• **Work item**: Starting with the line that contains "Find all labels, markers", set down each line through the end of the entries below, exactly and with nothing added.

---+---

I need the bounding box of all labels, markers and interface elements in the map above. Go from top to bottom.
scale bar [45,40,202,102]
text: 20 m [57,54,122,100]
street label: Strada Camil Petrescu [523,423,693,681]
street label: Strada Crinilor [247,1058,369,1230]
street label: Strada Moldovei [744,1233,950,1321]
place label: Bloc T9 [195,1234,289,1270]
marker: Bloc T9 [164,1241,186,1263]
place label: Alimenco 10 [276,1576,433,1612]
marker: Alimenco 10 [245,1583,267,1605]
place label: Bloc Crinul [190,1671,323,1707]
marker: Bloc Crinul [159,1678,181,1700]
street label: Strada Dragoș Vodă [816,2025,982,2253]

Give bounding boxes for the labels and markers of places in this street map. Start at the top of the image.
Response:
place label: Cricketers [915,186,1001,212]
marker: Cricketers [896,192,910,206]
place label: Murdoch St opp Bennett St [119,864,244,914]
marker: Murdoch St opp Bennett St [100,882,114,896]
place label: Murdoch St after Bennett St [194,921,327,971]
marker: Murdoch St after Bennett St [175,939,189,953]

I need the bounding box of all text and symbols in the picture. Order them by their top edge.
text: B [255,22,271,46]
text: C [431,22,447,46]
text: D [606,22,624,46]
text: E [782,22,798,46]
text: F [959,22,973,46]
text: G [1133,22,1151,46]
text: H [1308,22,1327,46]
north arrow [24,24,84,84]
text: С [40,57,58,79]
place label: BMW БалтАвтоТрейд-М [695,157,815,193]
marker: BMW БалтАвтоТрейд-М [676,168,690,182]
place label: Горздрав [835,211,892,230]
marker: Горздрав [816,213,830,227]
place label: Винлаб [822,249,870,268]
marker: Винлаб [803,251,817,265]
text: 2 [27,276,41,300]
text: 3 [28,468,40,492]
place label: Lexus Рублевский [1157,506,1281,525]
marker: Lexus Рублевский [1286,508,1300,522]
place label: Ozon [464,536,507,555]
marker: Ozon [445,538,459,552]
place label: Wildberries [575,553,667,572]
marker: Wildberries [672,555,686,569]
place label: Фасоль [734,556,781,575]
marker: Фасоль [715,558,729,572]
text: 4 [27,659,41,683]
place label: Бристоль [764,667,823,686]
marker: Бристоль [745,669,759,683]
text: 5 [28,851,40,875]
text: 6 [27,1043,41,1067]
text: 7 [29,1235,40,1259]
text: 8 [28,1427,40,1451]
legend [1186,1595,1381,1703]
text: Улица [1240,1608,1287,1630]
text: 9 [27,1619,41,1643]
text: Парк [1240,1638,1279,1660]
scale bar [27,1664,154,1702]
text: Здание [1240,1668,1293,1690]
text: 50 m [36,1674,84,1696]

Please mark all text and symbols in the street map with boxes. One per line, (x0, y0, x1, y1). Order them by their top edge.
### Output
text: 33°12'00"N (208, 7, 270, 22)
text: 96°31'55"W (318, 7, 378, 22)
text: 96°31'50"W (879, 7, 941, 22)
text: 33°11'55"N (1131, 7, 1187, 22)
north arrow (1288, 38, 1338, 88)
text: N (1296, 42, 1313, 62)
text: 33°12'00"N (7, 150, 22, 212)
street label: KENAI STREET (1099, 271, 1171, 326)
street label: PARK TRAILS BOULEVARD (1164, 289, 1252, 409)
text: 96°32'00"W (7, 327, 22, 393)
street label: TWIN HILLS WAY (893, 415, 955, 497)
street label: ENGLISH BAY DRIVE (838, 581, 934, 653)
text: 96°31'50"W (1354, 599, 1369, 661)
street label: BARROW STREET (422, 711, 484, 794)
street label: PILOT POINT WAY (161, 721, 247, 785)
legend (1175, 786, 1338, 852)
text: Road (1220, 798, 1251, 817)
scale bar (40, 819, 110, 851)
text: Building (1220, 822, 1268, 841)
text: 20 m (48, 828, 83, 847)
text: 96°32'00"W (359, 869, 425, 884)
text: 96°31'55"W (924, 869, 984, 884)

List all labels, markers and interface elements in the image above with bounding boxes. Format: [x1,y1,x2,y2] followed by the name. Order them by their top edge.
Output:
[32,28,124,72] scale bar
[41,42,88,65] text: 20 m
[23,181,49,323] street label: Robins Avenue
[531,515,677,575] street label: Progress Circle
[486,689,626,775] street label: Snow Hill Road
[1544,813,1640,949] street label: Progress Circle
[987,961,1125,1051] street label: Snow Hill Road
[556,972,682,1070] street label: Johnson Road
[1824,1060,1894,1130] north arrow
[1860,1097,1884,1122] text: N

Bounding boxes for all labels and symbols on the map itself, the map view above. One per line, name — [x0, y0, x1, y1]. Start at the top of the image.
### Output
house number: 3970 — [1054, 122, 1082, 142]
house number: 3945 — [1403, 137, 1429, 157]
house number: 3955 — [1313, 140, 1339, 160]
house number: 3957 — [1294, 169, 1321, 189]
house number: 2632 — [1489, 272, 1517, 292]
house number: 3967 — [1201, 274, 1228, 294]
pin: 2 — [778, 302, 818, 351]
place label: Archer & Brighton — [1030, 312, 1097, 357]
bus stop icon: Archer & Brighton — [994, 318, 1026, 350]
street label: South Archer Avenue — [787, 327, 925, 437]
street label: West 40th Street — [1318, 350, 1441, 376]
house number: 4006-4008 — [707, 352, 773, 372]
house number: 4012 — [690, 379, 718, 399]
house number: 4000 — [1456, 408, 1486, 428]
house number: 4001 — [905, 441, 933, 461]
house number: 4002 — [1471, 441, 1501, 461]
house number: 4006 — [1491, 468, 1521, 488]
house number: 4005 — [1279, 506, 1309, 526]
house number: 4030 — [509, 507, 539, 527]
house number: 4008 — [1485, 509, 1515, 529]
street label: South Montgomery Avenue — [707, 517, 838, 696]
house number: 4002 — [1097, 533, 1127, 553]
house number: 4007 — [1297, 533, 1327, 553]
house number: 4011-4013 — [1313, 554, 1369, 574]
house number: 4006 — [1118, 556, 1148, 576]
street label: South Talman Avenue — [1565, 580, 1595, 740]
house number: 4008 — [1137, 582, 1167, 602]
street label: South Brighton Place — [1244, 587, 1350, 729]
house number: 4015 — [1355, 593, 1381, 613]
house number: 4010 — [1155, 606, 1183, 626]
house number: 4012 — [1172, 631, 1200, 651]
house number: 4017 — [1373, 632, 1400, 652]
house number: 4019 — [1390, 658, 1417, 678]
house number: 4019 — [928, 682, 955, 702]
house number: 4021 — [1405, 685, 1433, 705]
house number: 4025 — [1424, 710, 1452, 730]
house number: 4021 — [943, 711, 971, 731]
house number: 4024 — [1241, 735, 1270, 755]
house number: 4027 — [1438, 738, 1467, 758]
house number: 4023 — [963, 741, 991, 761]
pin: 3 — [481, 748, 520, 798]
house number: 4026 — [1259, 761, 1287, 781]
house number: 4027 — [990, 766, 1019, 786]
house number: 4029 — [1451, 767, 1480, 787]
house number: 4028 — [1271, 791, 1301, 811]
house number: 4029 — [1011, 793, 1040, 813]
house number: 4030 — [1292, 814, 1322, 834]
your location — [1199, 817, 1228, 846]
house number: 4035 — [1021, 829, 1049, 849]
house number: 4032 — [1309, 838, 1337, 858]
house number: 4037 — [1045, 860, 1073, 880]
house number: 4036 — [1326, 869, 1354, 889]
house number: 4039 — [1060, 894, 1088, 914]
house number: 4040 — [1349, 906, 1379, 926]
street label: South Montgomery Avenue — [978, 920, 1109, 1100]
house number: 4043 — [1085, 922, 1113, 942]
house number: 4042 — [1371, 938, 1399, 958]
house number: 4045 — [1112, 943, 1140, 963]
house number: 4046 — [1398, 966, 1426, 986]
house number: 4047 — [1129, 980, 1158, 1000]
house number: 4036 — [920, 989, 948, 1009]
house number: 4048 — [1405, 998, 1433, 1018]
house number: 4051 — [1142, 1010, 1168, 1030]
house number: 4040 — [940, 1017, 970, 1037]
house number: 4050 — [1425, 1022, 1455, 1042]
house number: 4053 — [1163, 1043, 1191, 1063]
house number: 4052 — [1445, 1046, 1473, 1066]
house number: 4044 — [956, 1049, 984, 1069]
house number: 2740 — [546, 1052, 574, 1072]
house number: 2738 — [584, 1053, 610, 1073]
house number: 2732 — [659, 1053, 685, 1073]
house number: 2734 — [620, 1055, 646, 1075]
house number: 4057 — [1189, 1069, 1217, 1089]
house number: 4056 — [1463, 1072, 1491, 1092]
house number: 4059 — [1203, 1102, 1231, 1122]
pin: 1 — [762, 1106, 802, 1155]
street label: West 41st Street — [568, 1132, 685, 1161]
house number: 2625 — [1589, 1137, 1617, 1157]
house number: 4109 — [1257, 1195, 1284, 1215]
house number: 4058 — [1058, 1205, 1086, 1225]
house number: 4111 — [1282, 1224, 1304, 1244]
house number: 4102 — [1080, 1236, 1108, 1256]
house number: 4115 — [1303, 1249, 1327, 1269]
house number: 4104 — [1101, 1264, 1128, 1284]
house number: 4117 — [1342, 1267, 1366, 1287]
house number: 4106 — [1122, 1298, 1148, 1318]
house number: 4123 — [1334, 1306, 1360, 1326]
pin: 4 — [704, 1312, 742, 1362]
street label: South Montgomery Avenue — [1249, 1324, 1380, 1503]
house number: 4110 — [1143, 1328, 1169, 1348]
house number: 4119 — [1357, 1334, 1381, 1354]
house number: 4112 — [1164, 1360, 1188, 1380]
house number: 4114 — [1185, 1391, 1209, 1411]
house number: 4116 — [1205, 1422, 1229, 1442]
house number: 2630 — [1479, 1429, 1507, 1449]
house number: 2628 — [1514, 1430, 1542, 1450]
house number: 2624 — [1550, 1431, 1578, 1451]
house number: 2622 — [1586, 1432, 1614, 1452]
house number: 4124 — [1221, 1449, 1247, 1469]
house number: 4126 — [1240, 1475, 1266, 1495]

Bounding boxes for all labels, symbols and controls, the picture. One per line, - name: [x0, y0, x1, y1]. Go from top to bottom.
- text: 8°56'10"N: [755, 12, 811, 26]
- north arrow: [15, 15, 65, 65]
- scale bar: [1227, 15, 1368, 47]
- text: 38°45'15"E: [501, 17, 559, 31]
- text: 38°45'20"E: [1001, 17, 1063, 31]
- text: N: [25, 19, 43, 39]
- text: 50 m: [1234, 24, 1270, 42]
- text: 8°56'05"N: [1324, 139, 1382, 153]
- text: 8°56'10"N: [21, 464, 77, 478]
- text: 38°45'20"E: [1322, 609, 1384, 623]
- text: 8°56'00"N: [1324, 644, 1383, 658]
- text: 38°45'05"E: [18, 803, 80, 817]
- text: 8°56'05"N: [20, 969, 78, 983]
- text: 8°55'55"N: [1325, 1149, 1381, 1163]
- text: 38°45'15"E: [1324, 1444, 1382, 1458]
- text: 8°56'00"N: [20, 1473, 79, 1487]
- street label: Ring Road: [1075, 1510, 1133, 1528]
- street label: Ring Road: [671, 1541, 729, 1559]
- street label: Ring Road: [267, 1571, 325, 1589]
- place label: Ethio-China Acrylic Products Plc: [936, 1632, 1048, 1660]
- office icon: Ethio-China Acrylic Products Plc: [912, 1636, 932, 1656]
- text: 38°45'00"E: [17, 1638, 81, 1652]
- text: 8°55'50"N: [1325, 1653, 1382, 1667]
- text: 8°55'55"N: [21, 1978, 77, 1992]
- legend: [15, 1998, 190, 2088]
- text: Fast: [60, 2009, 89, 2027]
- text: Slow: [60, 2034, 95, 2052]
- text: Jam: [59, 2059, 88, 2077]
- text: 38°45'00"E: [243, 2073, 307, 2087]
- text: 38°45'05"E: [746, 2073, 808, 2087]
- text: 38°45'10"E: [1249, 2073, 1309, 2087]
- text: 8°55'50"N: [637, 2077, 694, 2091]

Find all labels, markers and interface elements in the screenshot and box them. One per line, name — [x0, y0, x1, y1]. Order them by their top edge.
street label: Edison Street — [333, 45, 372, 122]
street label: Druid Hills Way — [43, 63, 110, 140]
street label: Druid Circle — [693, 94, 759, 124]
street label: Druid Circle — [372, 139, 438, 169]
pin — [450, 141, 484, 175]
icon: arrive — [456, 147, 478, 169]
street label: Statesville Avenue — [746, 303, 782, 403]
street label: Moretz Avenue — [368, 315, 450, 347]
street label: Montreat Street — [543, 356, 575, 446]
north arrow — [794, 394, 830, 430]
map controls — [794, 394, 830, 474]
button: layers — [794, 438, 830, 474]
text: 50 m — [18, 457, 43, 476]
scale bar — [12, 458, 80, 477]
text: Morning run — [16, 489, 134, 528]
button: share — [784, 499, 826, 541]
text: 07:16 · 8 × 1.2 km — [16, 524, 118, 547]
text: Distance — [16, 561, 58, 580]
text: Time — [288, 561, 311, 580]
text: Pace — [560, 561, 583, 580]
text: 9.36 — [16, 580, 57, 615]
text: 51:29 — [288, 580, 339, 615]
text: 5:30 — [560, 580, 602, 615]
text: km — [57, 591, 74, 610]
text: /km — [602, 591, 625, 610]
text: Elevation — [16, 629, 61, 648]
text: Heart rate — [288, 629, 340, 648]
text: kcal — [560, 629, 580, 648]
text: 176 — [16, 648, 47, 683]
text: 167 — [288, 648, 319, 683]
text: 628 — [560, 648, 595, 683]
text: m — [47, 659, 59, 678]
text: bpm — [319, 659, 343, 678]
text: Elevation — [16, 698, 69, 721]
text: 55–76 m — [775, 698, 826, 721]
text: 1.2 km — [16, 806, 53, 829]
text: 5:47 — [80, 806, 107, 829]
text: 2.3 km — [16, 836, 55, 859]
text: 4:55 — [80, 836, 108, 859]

---+---

• **Completed exercise**:
Find all labels, markers and interface elements in the screenshot and box them. One per line, name — [x0, y0, x1, y1]. Order them by their top edge.
street label: Edison Street — [333, 45, 372, 122]
street label: Druid Hills Way — [43, 63, 110, 140]
street label: Druid Circle — [693, 94, 759, 124]
street label: Druid Circle — [372, 139, 438, 169]
pin — [450, 141, 484, 175]
icon: arrive — [456, 147, 478, 169]
street label: Statesville Avenue — [746, 303, 782, 403]
street label: Moretz Avenue — [368, 315, 450, 347]
street label: Montreat Street — [543, 356, 575, 446]
north arrow — [794, 394, 830, 430]
map controls — [794, 394, 830, 474]
button: layers — [794, 438, 830, 474]
text: 50 m — [18, 457, 43, 476]
scale bar — [12, 458, 80, 477]
text: Morning run — [16, 489, 134, 528]
button: share — [784, 499, 826, 541]
text: 07:16 · 8 × 1.2 km — [16, 524, 118, 547]
text: Distance — [16, 561, 58, 580]
text: Time — [288, 561, 311, 580]
text: Pace — [560, 561, 583, 580]
text: 9.36 — [16, 580, 57, 615]
text: 51:29 — [288, 580, 339, 615]
text: 5:30 — [560, 580, 602, 615]
text: km — [57, 591, 74, 610]
text: /km — [602, 591, 625, 610]
text: Elevation — [16, 629, 61, 648]
text: Heart rate — [288, 629, 340, 648]
text: kcal — [560, 629, 580, 648]
text: 176 — [16, 648, 47, 683]
text: 167 — [288, 648, 319, 683]
text: 628 — [560, 648, 595, 683]
text: m — [47, 659, 59, 678]
text: bpm — [319, 659, 343, 678]
text: Elevation — [16, 698, 69, 721]
text: 55–76 m — [775, 698, 826, 721]
text: 1.2 km — [16, 806, 53, 829]
text: 5:47 — [80, 806, 107, 829]
text: 2.3 km — [16, 836, 55, 859]
text: 4:55 — [80, 836, 108, 859]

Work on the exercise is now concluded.